This makes the climate crisis not just an environmental challenge, but the defining human-rights challenge of our generation. At its core, it threatens children’s rights to safety, clean water, nutritious food, education, and a livable future. Yet despite being among those most affected, youth in India, Nepal, and Pakistan frequently face barriers when trying to engage in climate action. Many lack access to relevant, credible climate knowledge, opportunities to participate in decision-making, or the resources needed to act on the issues affecting them.

 

At the same time, youth are central to climate solutions. They are the next generation of decision-makers, and some are already leading bold efforts in adaptation, mitigation, and advocacy.
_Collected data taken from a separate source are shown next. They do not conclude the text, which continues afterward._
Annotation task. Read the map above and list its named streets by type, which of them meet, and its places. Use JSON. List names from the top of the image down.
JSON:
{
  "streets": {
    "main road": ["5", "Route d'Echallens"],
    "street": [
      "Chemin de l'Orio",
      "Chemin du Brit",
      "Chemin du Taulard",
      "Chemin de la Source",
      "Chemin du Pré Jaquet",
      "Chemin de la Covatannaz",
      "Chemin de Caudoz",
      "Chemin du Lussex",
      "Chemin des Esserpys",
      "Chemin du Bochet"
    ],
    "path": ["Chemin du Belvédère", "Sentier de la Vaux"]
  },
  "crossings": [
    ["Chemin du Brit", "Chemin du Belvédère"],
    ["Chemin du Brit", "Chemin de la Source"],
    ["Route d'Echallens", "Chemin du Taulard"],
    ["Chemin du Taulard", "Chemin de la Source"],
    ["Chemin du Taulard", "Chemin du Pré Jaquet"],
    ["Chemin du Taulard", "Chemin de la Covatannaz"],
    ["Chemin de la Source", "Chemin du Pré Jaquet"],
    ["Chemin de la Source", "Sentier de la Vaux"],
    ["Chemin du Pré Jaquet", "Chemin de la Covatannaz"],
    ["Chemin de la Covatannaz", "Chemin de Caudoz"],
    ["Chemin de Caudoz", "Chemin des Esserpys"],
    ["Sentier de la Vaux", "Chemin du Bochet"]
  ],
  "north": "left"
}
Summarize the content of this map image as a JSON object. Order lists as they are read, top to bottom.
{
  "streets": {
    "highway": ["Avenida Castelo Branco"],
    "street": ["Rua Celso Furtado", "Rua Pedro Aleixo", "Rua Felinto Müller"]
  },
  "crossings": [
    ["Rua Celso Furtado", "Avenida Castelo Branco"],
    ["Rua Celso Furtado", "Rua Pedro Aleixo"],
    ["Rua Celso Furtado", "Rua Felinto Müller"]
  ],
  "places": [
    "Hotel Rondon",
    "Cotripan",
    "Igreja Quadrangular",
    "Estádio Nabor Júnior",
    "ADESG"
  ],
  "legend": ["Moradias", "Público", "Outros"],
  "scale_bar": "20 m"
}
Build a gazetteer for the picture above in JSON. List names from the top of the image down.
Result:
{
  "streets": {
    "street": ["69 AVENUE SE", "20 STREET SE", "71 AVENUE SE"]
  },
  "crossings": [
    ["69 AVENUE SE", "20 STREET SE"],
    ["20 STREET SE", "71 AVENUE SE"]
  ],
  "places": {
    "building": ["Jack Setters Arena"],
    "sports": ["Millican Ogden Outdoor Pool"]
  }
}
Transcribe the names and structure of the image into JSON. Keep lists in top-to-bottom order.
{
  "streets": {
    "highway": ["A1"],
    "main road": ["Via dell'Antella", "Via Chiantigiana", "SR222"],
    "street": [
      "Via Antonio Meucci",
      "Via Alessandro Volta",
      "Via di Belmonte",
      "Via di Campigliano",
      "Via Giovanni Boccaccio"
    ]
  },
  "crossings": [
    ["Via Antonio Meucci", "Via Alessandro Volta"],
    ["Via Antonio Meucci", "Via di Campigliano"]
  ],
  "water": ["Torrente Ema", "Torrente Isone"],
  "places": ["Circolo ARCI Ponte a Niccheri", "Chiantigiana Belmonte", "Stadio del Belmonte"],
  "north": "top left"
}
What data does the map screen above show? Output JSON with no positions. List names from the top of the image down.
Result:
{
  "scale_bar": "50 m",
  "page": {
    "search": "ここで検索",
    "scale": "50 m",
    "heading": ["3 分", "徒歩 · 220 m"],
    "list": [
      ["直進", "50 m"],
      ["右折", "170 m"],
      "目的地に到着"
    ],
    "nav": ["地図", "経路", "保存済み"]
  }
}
But their ability to participate meaningfully depends on the knowledge and confidence they receive today.

 

This is where terre des hommes (tdh), a child's rights organisation registered in Germany, and their Local to Global: Healthy and Sustainable Environment for Youth in South Asia project plays a transformative role. Working across a network of 24 NGOs and CBOs, the initiative aims to realise climate rights for approximately 10,000 young people, through education, capacity building, youth-led enterprises, local adaptation measures, and climate advocacy.

 

EcoNiche was brought in to support one of the most foundational components of this effort: developing a climate literacy curriculum that equips youth with the scientific understanding and critical thinking needed to navigate a rapidly changing world.

We as staff of terre des hommes Germany in South Asia have enjoyed working with EcoNiche in several ways in order to enhance our knowledge and experience on ecology, environment, sustainability and diversity. We have found EcoNiche a very capable and vibrant organisation. Their ability to understand the environment and add to our work as a child rights organisation has been great, and they're a nice young enthusiastic team to work with!

 

Ingird Mendoca

Regional Coordinator - South Asia, terre de hommes (tdh)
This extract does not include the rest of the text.